Here is another database problem I stumbled upon.

I have a date-range partitioned MyIsam look-up table with 200M records and ~150 columns. On this Table I need to perform cascading SELECT-Statements to filter the data. Output:

filter 126M    
filter 110M    
filter 40M    
filter 5M    
filter 100k

Every single SELECT is highly complex with regex (=no index possible) and multiple comparisons, which is why I want them to query the least amount of rows possible.

There are about 500 unique filters and around 200 constant users. Every filter needs to be run for each user, in total around 100k combinations.

Big question: Is there a way for each subsequent SELECT statement to query only the previous subset?

Example: Filter #5 should only have to query the 5M rows out of query 4 to get those 100k results.
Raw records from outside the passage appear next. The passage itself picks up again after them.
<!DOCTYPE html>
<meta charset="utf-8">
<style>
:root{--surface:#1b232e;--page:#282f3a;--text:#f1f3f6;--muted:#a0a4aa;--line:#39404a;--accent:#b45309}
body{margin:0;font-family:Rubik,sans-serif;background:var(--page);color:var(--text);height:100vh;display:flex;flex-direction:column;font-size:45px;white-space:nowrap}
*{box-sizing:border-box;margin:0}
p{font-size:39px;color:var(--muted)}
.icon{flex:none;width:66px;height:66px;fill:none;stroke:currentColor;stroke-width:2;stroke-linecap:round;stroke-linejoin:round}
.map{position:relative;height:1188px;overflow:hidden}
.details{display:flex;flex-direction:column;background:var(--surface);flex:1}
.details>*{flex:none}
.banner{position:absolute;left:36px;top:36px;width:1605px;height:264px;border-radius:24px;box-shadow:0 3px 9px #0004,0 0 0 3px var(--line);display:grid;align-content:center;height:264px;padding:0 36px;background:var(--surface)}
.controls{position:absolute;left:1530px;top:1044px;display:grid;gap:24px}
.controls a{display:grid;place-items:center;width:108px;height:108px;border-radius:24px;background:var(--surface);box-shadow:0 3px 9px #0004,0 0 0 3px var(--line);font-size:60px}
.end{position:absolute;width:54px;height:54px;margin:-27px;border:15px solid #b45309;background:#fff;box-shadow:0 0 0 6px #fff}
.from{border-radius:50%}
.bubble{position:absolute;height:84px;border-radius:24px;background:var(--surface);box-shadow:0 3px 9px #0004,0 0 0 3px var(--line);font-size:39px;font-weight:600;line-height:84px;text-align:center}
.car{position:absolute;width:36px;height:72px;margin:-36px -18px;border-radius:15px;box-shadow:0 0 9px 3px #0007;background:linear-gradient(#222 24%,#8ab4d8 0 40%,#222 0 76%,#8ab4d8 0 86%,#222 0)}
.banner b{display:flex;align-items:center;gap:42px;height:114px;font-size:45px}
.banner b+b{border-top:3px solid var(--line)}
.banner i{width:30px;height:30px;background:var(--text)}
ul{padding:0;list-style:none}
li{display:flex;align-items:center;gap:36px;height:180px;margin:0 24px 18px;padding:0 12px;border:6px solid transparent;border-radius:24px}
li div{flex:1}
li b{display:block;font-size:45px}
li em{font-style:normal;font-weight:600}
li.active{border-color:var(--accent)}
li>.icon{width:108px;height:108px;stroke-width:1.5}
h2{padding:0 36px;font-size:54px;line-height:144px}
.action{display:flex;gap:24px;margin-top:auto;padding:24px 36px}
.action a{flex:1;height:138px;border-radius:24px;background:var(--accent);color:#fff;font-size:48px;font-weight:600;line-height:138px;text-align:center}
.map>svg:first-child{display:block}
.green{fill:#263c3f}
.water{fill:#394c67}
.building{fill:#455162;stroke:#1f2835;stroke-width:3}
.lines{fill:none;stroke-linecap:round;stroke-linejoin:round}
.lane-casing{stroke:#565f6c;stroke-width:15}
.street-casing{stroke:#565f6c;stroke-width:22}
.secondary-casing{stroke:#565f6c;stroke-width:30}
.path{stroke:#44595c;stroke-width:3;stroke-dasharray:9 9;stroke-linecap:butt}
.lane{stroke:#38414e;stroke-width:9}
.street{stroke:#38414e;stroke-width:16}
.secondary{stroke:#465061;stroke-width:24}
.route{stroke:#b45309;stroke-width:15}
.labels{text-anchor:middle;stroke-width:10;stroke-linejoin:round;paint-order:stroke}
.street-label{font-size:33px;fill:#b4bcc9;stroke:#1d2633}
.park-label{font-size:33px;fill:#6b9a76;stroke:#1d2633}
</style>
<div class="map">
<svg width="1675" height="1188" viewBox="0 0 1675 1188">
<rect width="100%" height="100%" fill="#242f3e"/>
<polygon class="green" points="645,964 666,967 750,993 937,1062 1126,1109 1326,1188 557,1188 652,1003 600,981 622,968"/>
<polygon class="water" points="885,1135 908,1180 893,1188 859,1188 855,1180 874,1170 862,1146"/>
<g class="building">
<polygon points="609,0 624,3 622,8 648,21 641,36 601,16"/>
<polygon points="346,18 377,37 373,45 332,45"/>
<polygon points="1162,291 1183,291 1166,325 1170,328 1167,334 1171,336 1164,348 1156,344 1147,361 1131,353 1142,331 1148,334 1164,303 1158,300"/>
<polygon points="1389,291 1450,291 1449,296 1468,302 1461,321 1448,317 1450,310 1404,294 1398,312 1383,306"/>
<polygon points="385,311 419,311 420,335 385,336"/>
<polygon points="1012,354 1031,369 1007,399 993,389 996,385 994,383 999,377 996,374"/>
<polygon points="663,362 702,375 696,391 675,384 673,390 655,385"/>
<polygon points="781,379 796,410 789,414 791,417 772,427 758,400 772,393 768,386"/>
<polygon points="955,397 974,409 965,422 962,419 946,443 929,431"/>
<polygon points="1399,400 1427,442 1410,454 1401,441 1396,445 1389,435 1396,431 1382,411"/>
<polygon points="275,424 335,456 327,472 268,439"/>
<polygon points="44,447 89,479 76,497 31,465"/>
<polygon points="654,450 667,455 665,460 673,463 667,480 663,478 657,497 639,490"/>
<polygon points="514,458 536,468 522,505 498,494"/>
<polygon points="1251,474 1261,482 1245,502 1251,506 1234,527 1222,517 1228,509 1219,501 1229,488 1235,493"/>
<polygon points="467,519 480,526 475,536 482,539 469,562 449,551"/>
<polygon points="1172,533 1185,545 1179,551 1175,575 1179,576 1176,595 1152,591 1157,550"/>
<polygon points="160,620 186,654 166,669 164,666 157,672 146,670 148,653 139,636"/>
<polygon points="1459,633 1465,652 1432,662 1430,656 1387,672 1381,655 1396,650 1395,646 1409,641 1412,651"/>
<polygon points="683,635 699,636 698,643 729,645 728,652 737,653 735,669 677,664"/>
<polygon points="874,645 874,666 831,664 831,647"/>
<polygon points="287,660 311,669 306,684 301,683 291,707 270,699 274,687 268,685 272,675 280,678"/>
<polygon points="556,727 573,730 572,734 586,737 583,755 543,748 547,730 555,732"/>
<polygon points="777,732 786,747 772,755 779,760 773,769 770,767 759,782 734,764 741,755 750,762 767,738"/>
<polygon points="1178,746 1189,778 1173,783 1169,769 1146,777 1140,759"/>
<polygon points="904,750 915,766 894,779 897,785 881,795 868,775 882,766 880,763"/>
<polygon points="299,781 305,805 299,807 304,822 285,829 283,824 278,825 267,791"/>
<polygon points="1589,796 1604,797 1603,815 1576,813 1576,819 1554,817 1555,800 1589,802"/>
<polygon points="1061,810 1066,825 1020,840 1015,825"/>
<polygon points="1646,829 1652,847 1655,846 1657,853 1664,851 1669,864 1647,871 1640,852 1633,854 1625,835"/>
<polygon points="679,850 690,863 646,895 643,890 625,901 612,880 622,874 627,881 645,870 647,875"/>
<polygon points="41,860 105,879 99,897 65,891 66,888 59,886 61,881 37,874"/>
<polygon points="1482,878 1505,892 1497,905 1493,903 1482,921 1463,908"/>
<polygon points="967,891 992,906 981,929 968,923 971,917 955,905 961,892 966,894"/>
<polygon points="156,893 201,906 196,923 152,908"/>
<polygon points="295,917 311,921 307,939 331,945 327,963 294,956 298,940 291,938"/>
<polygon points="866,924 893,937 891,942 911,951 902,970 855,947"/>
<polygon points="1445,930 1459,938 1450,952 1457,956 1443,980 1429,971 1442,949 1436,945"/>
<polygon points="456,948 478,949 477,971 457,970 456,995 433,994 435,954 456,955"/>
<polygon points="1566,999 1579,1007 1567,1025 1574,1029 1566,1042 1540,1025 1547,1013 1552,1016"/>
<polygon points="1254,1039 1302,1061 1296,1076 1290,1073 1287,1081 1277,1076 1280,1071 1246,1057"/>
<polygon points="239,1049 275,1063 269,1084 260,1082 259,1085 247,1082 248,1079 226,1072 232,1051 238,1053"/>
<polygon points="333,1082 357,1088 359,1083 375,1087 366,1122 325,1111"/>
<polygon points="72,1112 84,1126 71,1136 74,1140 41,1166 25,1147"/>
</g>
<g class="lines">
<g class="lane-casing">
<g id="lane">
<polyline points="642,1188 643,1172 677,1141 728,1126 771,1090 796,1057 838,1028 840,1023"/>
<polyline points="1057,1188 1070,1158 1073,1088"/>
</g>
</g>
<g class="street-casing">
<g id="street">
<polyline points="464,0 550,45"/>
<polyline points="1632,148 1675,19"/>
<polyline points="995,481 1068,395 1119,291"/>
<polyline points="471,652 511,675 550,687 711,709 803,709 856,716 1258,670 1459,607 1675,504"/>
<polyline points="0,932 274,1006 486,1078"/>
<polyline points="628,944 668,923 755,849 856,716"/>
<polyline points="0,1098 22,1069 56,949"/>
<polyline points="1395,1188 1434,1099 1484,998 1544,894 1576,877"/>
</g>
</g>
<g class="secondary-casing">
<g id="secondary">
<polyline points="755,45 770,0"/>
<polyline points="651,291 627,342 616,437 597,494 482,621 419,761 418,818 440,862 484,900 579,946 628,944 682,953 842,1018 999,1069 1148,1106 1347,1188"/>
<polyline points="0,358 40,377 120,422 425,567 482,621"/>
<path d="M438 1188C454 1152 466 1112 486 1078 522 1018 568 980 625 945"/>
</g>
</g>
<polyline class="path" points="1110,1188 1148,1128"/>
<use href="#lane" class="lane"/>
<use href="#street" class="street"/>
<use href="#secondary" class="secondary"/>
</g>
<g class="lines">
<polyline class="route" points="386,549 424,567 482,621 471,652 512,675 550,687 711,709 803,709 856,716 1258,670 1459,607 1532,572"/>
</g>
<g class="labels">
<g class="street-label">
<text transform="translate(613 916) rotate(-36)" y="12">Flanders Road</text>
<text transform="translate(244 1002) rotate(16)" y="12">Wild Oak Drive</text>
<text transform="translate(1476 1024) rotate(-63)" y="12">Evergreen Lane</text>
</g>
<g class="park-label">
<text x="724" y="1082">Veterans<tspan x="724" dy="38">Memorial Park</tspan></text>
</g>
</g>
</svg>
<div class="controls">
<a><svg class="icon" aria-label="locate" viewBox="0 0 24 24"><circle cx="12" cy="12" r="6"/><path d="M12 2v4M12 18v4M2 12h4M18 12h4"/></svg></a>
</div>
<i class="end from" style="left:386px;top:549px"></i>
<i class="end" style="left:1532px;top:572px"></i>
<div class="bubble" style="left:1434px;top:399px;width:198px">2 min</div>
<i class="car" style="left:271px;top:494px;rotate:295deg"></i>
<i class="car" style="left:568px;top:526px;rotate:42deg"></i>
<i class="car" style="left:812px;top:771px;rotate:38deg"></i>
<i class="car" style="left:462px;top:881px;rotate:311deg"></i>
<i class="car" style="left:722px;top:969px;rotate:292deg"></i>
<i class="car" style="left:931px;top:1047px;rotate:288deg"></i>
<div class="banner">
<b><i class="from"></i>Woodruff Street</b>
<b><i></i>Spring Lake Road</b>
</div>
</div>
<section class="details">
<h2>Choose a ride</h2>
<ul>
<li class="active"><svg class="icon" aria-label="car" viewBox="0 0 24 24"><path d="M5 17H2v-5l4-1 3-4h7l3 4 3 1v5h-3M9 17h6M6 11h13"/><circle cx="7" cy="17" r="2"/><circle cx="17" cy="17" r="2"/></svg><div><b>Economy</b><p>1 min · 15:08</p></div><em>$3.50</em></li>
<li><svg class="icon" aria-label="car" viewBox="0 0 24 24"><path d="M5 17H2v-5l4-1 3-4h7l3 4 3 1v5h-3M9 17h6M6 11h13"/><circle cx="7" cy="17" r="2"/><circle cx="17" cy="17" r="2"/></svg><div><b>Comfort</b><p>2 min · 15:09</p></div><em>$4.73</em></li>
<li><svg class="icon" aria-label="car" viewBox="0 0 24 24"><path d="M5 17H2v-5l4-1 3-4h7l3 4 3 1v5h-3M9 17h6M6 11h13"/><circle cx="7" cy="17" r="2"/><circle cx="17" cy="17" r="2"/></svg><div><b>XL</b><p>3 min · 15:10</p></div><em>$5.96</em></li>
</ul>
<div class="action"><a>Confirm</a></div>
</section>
At the moment it has to scan through all 200M records.

EDIT
current approach:
cache table

CREATE TABLE IF NOT EXISTS `cache` (
  `filter_id` int(11) NOT NULL,
  `user_id` int(11) NOT NULL,
  `lookup_id` int(11) NOT NULL
) ENGINE=MyISAM DEFAULT CHARSET=latin1;

ALTER TABLE `cache`
 ADD PRIMARY KEY (`filter_id`,`user_id`);

This would contain the relation between individual data-rows from the lookup table and the filters. PLUS I'd be able to use the rrimary index to get all of the lookup_ids from the previous filter.

Query for subsequent filters:

SELECT SUM( column), COUNT(*)
    FROM cache c
    LEFT JOIN lookup_table l ON c.lookup_id= l.id
    WHERE
    c.filter_id = 1
    AND c. user_id= x
    AND l.regex_column = preg_rlike...

Best Answer

If filter 110M is exactly a subset of filter 126M, then appending more AND with WHERE would have done the job.

$sql1 = "SELECT ..... WHERE ...";
$sql2 =  $sql1 . "AND column-name  = ....";
$sql3 =  $sql2 . "AND column-name  = ....";

If that is complex to accomplish try to CREATE VIEW of the previous SELECT statement and the next SELECT statement should query from the view.